*** Data in this exercise ***

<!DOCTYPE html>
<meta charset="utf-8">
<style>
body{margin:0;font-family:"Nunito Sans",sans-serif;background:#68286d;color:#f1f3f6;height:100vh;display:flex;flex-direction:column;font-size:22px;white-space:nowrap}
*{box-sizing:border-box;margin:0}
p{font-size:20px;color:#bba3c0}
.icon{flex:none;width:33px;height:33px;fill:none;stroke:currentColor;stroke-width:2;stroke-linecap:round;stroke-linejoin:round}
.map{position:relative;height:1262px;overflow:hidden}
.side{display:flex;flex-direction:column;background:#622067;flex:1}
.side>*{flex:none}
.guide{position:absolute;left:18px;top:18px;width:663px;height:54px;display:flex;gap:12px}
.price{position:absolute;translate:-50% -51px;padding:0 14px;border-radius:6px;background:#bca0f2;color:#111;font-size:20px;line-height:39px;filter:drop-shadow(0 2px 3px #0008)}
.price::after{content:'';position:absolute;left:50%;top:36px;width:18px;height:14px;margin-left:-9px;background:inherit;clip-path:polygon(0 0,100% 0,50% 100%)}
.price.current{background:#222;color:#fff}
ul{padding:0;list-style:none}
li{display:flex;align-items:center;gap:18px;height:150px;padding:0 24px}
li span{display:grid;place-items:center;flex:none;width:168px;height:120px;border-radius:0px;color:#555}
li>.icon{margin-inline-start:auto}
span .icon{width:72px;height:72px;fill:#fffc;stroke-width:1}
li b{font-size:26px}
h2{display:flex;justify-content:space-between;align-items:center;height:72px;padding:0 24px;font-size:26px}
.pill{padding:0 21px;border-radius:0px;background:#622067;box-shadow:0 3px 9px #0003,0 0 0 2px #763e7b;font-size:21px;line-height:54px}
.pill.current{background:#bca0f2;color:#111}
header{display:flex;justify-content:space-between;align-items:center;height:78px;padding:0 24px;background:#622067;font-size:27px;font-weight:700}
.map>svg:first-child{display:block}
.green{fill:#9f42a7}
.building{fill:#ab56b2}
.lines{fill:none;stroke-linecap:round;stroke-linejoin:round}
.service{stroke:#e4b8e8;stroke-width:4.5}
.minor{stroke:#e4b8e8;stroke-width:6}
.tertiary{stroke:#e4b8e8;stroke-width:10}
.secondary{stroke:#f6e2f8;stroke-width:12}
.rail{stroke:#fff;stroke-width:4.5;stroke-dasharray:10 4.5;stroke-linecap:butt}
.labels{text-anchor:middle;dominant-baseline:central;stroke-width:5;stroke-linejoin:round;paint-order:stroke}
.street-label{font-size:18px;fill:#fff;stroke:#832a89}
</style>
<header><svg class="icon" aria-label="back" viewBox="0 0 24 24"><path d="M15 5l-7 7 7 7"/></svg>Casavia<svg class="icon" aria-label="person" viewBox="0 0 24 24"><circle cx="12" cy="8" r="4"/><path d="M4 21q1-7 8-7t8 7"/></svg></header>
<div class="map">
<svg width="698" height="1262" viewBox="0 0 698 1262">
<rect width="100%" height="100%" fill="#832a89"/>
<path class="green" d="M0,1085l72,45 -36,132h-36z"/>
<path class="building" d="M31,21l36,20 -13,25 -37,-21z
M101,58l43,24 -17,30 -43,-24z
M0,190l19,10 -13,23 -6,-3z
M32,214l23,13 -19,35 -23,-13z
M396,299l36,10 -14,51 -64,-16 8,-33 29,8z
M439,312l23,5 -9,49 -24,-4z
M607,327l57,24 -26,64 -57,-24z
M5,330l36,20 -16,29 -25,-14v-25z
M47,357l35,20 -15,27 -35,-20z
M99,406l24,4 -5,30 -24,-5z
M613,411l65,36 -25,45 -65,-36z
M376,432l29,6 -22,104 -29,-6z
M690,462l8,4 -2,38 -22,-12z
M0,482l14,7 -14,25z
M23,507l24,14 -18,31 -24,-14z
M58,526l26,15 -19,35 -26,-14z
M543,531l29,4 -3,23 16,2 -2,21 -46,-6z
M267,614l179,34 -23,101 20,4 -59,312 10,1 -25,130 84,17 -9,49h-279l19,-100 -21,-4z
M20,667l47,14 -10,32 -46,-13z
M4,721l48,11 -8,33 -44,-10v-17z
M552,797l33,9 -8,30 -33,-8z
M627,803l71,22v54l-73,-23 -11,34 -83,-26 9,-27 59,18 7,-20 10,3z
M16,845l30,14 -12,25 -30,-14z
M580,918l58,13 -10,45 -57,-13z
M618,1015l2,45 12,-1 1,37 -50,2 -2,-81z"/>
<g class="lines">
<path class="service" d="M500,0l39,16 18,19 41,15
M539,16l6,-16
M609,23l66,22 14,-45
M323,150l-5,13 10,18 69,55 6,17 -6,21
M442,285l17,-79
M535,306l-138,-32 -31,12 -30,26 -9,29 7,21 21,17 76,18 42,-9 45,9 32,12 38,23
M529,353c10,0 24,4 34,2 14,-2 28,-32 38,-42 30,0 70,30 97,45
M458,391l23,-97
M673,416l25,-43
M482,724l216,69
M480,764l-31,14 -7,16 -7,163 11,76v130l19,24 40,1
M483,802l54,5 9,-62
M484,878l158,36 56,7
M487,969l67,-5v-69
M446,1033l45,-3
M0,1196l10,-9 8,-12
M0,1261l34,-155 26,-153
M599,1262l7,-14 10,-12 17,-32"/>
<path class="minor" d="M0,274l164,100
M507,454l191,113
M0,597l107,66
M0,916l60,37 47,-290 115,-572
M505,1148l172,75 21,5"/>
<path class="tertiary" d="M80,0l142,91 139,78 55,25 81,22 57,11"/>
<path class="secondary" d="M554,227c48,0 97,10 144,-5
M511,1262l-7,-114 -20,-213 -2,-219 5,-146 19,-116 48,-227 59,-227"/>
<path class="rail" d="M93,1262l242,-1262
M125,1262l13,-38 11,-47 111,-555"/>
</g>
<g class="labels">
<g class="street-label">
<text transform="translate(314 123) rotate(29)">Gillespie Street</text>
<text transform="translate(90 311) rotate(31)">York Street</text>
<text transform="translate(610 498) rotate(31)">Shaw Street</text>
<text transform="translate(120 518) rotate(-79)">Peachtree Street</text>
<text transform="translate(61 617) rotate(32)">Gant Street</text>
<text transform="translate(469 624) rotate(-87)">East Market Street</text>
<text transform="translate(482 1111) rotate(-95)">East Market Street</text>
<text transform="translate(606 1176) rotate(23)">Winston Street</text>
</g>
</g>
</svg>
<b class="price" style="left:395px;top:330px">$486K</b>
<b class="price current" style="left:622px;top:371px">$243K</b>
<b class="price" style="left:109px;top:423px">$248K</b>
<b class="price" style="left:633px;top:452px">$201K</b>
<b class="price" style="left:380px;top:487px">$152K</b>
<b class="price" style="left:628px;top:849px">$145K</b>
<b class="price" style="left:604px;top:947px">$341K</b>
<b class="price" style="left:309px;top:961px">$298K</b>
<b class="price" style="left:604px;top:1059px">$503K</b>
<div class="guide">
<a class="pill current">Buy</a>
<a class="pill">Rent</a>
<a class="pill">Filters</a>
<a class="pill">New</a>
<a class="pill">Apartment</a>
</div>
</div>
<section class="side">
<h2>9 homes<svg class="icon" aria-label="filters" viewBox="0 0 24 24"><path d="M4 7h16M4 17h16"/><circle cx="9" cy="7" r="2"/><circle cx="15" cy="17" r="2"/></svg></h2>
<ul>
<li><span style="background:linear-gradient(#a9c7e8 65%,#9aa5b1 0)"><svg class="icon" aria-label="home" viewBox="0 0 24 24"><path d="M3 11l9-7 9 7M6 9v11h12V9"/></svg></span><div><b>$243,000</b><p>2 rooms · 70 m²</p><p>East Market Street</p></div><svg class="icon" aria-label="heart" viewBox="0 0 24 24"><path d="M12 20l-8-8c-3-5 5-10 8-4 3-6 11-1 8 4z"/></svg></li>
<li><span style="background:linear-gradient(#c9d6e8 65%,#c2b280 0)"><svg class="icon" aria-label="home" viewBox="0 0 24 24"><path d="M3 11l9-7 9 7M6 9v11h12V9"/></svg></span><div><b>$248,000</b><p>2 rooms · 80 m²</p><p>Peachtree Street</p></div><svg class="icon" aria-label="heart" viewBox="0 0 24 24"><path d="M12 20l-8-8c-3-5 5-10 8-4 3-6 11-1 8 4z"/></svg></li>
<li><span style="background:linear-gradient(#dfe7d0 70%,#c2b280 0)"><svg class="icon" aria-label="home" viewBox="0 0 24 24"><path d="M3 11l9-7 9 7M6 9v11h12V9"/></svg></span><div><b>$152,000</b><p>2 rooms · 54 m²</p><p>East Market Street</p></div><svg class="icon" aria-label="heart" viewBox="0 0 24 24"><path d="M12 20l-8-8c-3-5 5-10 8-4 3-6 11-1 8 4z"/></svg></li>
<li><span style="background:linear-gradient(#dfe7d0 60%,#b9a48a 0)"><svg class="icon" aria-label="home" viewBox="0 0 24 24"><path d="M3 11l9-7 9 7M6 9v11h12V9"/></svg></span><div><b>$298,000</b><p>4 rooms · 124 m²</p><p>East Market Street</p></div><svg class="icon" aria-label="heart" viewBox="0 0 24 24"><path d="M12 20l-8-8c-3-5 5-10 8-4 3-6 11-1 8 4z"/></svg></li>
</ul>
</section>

*** End of Data in this exercise ***

### Exercise prompt
Using the records above, filter out every line that lacks the string "lines" and copy the rest.

### Solution to this problem
.lines{fill:none;stroke-linecap:round;stroke-linejoin:round}
<g class="lines">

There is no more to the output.